|Irish Name:||Gilphíb bheag|
|Scientific name:||Sylvia curruca|
Rare summer visitor from April to September and scarce passage migrant mainly in autumn.
Superficially similar to Common Whitethroat, though slightly smaller than that species. In all plumages, has black legs (pink in Common Whitethroat). Adult summer Lesser Whitethroats have a featureless dark-grey head, which contrasts srongly to the white throat. The back, wings and tail are a dark grey-brown colour, with the underparts having a similar dark grey-brown wash.

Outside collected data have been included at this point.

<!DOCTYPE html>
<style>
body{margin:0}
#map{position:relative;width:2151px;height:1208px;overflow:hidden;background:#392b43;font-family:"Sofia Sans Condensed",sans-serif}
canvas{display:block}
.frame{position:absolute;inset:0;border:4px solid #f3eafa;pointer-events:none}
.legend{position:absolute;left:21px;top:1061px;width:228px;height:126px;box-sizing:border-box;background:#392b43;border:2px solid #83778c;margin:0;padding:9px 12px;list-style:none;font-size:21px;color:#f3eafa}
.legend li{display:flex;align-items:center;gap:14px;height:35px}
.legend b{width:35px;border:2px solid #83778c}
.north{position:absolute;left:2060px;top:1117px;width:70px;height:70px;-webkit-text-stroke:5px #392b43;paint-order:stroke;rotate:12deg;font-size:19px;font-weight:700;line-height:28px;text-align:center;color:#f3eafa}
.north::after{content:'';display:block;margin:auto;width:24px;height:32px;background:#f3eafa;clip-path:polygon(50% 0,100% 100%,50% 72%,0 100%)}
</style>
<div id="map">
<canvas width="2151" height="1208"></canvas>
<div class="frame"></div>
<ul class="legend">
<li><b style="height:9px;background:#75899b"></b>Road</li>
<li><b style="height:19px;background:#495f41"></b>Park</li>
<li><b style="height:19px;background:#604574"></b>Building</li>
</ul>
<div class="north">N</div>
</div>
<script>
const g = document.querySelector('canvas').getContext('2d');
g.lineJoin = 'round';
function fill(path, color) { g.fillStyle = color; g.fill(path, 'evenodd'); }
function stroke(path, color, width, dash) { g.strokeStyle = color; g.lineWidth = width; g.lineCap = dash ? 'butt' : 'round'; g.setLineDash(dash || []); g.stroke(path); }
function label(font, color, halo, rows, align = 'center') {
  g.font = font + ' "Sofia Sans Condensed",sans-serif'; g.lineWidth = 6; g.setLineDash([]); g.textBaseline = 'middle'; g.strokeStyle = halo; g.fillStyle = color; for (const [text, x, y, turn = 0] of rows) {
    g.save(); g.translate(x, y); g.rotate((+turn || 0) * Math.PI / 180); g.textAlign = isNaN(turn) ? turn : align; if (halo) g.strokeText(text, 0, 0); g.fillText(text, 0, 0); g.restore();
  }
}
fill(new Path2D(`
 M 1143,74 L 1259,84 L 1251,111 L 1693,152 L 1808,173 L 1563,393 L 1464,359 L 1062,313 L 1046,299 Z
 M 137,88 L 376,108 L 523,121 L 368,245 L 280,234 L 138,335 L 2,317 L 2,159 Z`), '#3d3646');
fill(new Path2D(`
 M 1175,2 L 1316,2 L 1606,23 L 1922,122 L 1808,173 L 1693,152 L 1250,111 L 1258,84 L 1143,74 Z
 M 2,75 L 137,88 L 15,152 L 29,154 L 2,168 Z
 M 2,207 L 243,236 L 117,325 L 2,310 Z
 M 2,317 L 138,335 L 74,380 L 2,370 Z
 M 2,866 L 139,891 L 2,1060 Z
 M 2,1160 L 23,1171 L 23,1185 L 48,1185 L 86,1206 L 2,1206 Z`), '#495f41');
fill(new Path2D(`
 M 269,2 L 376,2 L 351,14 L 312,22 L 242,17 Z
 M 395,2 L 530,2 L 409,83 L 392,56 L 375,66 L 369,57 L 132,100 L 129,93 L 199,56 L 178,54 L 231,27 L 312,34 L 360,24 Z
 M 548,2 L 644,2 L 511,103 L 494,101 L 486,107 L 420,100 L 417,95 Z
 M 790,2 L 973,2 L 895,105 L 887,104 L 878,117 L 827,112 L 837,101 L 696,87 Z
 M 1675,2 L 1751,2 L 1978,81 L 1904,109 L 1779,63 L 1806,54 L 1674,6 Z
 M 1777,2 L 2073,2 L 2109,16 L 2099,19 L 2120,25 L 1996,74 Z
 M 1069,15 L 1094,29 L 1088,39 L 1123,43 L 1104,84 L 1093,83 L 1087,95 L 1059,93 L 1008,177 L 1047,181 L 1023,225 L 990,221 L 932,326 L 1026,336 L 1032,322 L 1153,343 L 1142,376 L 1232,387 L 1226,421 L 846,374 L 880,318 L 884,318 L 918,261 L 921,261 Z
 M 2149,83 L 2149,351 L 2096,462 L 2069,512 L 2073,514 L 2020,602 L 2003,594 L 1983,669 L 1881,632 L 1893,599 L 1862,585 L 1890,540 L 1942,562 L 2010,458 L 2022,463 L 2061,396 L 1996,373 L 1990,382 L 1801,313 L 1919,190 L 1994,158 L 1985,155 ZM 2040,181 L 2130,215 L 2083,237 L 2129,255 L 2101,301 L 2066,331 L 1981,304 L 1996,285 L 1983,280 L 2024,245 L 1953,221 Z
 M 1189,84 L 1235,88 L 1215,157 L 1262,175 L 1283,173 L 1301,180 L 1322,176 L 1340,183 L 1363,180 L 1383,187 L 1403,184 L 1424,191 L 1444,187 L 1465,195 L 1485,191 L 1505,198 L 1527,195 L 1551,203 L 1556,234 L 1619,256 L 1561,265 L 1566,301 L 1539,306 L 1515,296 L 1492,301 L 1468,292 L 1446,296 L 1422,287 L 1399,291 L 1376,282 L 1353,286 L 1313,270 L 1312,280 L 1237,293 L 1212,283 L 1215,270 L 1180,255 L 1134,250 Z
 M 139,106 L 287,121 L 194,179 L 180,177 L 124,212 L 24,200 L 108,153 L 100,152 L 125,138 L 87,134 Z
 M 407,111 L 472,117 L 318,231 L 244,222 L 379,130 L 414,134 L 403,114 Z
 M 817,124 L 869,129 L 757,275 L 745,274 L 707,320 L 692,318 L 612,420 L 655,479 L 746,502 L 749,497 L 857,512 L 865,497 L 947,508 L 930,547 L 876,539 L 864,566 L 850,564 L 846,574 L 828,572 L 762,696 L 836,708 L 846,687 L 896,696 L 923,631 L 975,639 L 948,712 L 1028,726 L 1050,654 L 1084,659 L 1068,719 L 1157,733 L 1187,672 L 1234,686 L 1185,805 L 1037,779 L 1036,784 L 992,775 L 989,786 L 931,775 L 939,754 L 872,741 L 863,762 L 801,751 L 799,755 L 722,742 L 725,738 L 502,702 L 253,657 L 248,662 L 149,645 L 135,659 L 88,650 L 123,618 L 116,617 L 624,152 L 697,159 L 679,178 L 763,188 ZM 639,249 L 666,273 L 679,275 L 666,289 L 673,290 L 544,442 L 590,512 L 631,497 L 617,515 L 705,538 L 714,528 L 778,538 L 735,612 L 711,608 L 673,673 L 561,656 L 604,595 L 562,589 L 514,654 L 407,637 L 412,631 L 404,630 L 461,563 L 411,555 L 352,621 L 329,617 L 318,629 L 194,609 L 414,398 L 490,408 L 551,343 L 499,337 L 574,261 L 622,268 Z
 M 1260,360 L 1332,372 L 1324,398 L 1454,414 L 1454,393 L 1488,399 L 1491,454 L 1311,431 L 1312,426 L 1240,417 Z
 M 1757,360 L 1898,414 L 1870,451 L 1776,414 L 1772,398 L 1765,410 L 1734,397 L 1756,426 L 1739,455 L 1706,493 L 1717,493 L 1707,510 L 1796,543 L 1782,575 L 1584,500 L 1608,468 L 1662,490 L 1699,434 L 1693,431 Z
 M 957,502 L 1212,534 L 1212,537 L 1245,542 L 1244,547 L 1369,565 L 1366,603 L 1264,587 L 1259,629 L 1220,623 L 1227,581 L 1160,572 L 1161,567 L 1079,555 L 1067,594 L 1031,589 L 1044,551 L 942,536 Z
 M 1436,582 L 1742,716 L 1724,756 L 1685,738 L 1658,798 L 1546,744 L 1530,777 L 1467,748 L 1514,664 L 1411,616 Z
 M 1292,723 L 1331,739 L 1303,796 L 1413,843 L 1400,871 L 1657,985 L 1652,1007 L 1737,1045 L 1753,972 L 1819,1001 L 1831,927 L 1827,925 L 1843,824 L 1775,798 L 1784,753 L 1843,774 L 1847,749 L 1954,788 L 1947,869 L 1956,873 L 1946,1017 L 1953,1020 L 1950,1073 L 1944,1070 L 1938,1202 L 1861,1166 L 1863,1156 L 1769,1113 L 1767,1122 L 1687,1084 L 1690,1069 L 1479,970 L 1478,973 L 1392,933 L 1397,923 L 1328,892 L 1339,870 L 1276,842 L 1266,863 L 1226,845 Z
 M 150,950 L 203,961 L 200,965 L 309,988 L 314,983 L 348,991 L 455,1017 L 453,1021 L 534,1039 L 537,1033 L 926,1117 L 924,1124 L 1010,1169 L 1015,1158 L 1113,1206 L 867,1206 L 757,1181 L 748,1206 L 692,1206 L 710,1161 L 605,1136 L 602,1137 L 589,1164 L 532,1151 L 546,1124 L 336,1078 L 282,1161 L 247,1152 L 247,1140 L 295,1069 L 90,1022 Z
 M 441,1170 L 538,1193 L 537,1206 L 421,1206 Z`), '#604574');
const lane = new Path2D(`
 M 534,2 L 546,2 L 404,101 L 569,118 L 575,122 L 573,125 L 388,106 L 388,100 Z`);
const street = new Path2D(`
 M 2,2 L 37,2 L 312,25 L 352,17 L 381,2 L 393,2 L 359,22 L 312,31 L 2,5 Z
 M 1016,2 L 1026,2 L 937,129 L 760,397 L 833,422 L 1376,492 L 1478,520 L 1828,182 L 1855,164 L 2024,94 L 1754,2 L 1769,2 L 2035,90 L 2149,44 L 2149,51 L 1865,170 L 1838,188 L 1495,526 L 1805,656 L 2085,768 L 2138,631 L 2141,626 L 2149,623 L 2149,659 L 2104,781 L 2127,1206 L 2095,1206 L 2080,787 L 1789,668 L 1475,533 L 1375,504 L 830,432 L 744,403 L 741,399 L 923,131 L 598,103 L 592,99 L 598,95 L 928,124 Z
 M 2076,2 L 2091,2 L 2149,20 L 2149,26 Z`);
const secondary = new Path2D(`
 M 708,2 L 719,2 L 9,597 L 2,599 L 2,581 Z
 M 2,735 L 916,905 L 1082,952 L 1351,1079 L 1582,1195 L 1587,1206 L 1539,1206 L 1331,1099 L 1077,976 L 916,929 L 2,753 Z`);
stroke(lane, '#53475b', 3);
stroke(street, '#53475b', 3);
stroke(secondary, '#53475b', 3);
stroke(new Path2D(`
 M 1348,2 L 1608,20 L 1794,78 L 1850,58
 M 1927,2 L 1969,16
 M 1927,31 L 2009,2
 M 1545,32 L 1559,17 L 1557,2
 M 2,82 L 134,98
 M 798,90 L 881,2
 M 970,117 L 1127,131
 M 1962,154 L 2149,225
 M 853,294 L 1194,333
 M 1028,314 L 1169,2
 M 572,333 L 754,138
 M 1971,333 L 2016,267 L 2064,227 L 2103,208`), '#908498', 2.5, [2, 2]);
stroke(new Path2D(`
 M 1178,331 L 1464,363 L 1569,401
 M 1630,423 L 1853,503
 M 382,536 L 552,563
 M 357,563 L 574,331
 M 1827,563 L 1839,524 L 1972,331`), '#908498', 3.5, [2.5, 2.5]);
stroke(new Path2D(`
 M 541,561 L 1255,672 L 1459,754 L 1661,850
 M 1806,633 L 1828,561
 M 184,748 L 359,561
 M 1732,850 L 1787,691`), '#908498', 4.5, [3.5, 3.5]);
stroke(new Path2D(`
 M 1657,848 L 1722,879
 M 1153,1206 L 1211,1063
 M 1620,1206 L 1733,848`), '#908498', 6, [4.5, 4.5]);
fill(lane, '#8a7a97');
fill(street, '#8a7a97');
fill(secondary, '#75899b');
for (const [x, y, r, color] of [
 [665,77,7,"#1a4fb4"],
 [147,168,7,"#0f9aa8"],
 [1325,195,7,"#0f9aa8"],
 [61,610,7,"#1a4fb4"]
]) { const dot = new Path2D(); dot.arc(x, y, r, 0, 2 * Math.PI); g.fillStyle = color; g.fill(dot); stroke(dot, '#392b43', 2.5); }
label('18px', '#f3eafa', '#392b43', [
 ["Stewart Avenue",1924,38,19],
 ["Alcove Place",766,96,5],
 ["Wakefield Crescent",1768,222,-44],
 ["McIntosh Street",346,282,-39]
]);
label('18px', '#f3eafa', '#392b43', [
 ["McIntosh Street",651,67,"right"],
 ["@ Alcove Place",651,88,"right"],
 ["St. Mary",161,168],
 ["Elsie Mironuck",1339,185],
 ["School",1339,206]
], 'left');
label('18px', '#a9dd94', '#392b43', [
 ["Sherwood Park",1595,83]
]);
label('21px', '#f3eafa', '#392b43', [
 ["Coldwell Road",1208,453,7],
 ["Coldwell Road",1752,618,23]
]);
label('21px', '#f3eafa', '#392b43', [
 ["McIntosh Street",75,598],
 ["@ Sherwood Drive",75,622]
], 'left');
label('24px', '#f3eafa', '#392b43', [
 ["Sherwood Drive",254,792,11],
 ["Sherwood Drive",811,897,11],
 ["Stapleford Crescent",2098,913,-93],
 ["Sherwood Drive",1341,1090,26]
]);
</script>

Juvenile birds are largely similar, though some may have a narrow white supercilium.
Most frequently heard is a quiet "teck". The song consists of two parts, the first being a short scratchy warble, which is followed by a series (usually 5 or 6) of "tell" notes.
Feeds almost exclusively on insects and other invertebrates.

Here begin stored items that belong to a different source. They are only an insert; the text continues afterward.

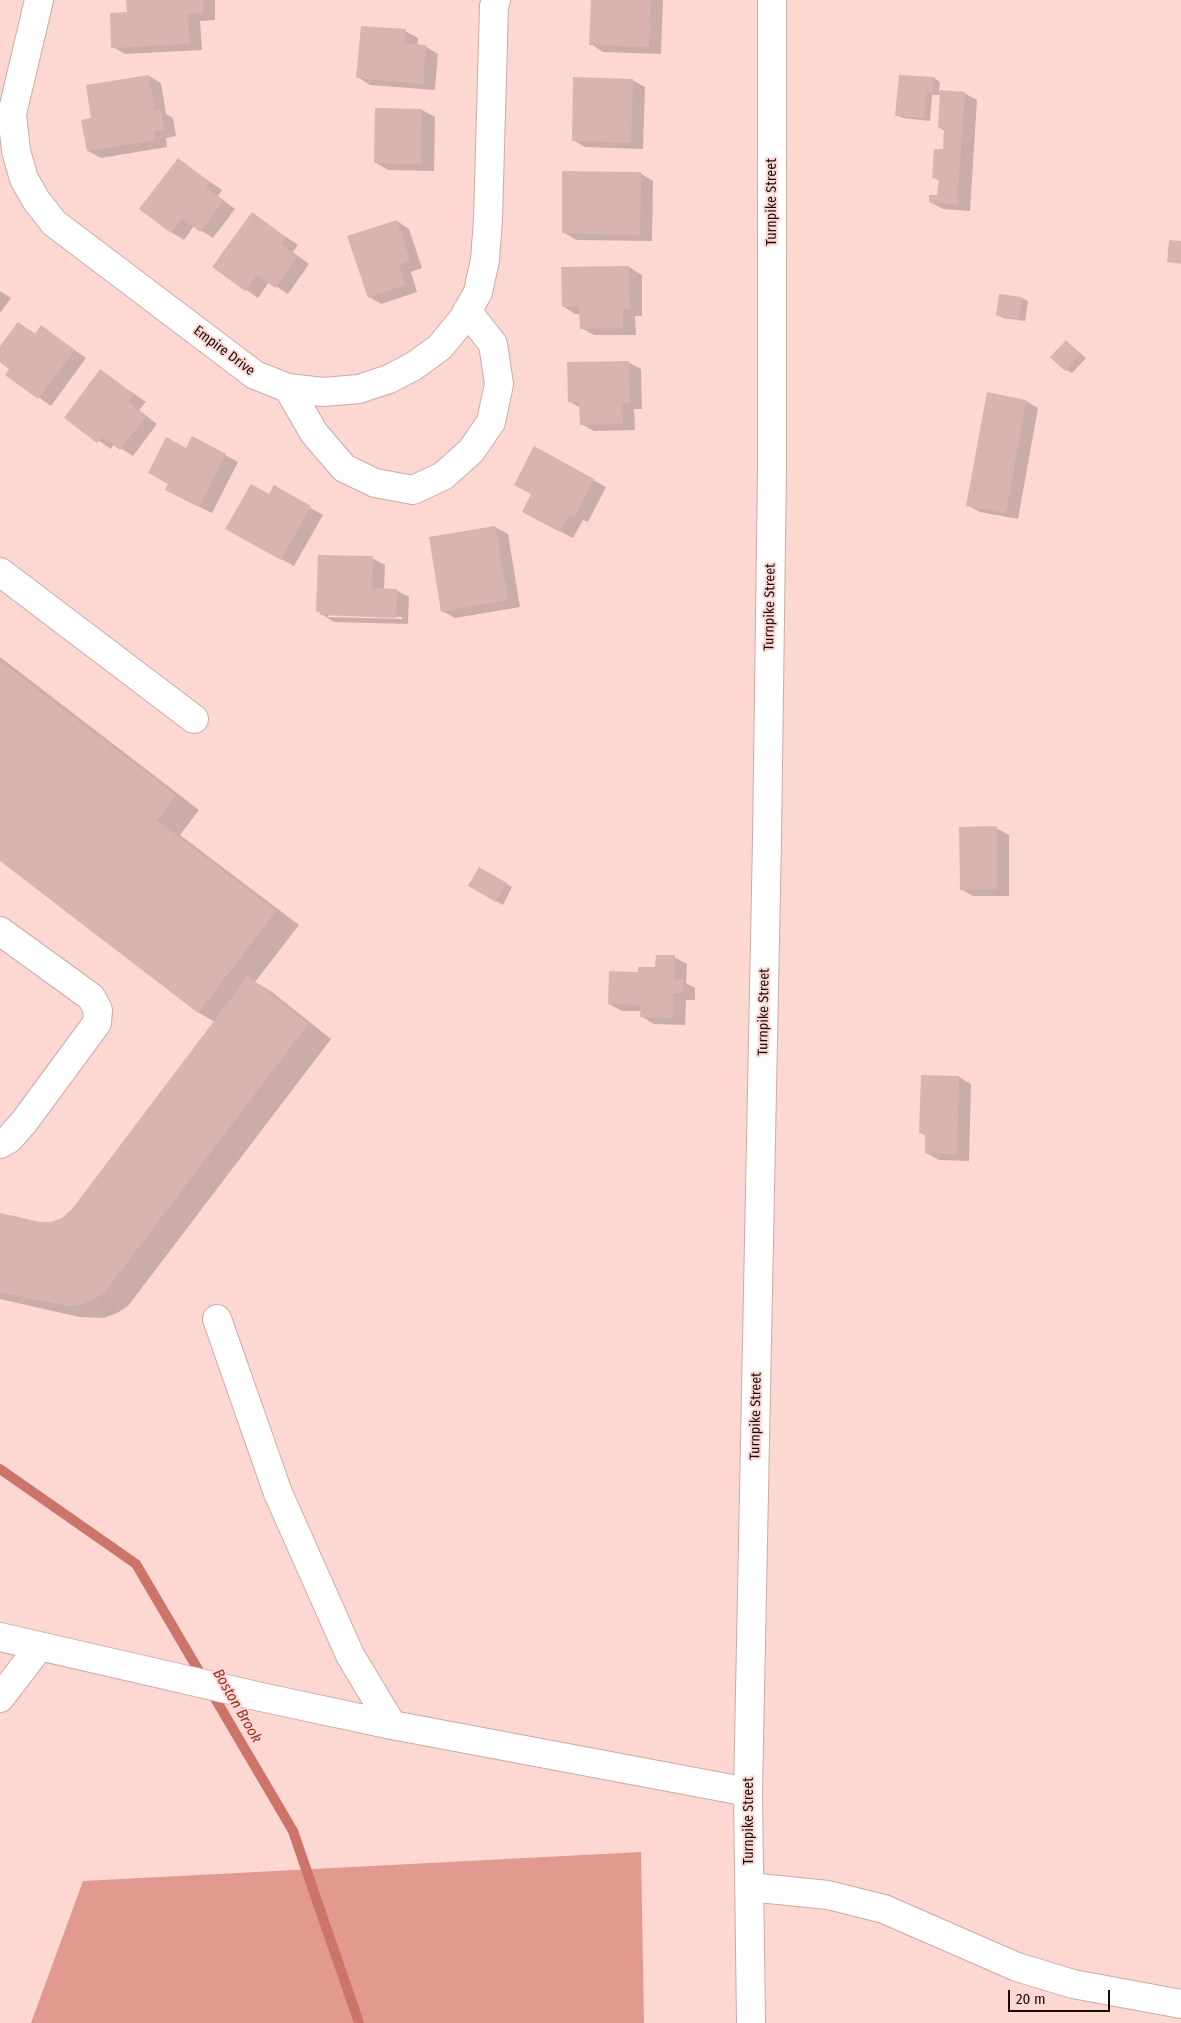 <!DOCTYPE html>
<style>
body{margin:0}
#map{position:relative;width:1181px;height:2023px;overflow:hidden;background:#fdd8d3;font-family:"Fira Sans Condensed",sans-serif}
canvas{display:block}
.scale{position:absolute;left:1008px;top:1990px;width:102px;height:22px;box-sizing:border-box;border:2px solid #150a08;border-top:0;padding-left:6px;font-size:15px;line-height:18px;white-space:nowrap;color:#150a08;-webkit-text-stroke:4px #fdd8d3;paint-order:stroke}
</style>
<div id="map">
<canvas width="1181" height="2023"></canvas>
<div class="scale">20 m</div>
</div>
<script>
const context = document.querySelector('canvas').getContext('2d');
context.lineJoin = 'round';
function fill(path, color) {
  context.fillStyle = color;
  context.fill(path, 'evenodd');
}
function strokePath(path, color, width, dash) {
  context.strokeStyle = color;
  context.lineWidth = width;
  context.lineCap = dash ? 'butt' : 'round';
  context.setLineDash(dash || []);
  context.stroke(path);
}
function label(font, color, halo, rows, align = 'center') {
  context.font = font + ' "Fira Sans Condensed",sans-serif';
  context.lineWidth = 4;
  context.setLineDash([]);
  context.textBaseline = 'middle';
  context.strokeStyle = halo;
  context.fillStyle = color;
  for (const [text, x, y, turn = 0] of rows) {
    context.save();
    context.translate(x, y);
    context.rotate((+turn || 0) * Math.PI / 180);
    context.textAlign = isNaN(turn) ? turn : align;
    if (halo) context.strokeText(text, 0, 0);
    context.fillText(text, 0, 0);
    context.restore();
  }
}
const green = new Path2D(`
 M641,1852L644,2023H31L83,1881Z`);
const shadow = new Path2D(`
 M127,0H215V20L200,21L202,50L125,54L113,47L128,14Z
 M592,0H663L661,54L603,52L591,44Z
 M405,31L418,38L417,46H425L438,54L435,90L370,85L358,77Z
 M149,76L161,83L166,114L173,118L176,136L166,138L167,147L101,158L88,151L93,119Z
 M934,78L940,82L939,92L964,93L977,100L970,211L943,209L930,202L939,196L940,181L934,178L944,150L945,131L939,127L941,95H932L930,121L903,118L897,115Z
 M632,80L645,87L643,149L585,147L573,140Z
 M377,109L422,110L435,117L434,171L388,170L376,163Z
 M178,160L222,190L218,196L235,209L213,238L194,226L184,240L171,232Z
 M640,173L653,181L652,241L576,240L563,232Z
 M252,214L298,245L293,252L309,264L288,294L269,282L258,298L214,267Z
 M397,221L409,229L422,268L411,272L417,292L381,304L369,297Z
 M629,267L642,275V316H635L636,335H594L581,328V314H575L563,306L562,268Z
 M0,291L11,298L0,313Z
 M1022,298L1028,301L1025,321L1003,318L997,315Z
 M18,323L36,334L42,327L86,358L51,406L7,375L11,369L0,361V348Z
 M1066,341L1086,358L1072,373L1066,370Z
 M628,362L641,369L642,409H634L635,430L594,431L581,424L580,408L569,401Z
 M101,371L146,402L139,410L157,424L133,456L114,444L111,449L66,418Z
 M1026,401L1038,408L1018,519L980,512L967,505Z
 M534,448L606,487L588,522L583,520L573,538L536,519L532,494Z
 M187,449L225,455L238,462L212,513L179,497Z
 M274,487L323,515L294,566L227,529L269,495Z
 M495,527L508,534L520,607L455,618L442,611Z
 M372,558L385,565L384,590H396L409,597L408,624L334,622L317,611ZM328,614L402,617V619L328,617Z
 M0,657L199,810L180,835L299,925L255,982L272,992L331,1039L128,1306L117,1313L104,1318L79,1317L0,1299V1214L40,1224L52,1223L62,1219L73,1210L215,1022L198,1012L0,860Z
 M996,828L1009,835V896H973L961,889Z
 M479,869L512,887L503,905L470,886Z
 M674,957L687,964L686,983L695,988V1000H686L685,1025L654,1024L642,1017V1011H622L609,1004L640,973L656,969Z
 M959,1077L971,1084L969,1161L939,1160L926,1153V1136L921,1133Z`);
const stream = new Path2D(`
 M0,1469L136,1564L293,1831L359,2023`);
const building = new Path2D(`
 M126,0H203V13L188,14L189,44L111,48L110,13L127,12Z
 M591,0H650L649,47L589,45Z
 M361,26L406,29L404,43L426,45L423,84L356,78Z
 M149,75L155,110L161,109L164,130L154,131L155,140L87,151L81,120L91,118L86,85Z
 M899,75L935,77L933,92H927L924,118L895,116Z
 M573,77L633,79L631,143L572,141Z
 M940,90L965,92L957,205L929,202V195H937L939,179L932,178L934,149H943L944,128H938Z
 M375,108L422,109L421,164L374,163Z
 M178,158L210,182L206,188L223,201L200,232L182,218L171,233L139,209Z
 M562,171L641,172L640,235L562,233Z
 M252,212L286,237L281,244L298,256L275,288L257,275L245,291L212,267Z
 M397,220L410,261L399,265L405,285L368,298L347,236Z
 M1169,240L1181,241V264L1167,262Z
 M629,266L630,309H623V328L580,329L579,307H562L561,267Z
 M999,294L1022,297L1019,319L996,315Z
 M18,322L35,334L41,325L75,350L38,399L5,375L9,369L0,362V346Z
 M1066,340L1080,354L1065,371L1050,357Z
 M629,361L630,403H622L623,424L580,425L579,402H568L567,362Z
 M100,369L134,394L128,402L146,416L120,450L102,437L97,443L64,418Z
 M987,392L1026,400L1006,513L966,506Z
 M192,436L226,454L199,507L165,490L168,484L148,473L166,437L186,448Z
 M534,446L594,479L575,516L570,514L560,532L522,512L531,494L514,485Z
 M251,484L269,494L274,485L311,506L281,560L225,529Z
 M495,526L508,600L441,612L429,537Z
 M318,555L373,556L372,588L397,589L396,618L320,615V612H316Z
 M0,661L176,795L157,820L276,911L198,1013L0,861Z
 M997,826V889L960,890L959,827Z
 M479,867L507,883L496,902L468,886Z
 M656,955H675L674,979L683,980V993H674L673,1018L640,1017L641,1005L608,1004L609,971L638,972V967H655Z
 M248,976L308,1024L104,1293L93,1300L80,1305L67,1306L0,1292V1213L40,1222H51L62,1218L72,1209Z
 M921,1075L959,1076L957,1154L925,1153V1134L919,1133Z`);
const minor = new Path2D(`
 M39,0L12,114L16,151L24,179L36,200L54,223L255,375L288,388L323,392L359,389L389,379L414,366L440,347L463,319L478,292L485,260L488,219L494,6L496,0
 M288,388L314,433L344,468L375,483L413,490L443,476L471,451L491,422L499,384L493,344L467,311
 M0,572L194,719
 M0,931L91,997L98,1010L97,1023L24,1122L9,1139L0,1144
 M0,1637L261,1697L392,1725L350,1655L278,1493L217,1319
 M0,1698L40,1646
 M392,1725L748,1792
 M749,1887L828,1895L884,1909L1017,1967L1073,1984L1181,2004`);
const highway = new Path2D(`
 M751,2023L748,1792L767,839L772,469V0`);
const streetNames = [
 ["Turnpike Street",772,202,-90],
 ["Empire Drive",224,351,37],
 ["Turnpike Street",770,607,-89],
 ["Turnpike Street",764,1012,-89],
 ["Turnpike Street",756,1416,-89],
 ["Turnpike Street",749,1821,-90]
];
const waterNames = [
 ["Boston Brook",237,1706,60]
];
fill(green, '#e29a90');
fill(shadow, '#0003');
strokePath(stream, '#cc746a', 10);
fill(building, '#d7b4af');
strokePath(minor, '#ccaaa5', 30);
strokePath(highway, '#ccaaa5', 30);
strokePath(minor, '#fff', 28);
strokePath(highway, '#fff', 28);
label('14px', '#150a08', '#fdd8d3', streetNames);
label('italic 15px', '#972e27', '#fdd8d3', waterNames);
</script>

Only a handful of pairs breed in Ireland, mainly in the east. Preferred habitat is of mature mature hedgerows in farmland. Also larger parks and gardens. More widespread in Britain (65,000 pairs) and Continental Europe.
Lesser Whitethroats winter in East Africa, migrating through the Middle East. Occasionally single Lesser Whiethroats have been noted overwintering in gardens.
Countryside Bird Survey and BirdTrack.
Very few breeding records of Lesser Whitethroat in Ireland.
Mostly seen as a passage migrant at headlands along the south coast (Cape Clear) in autumn.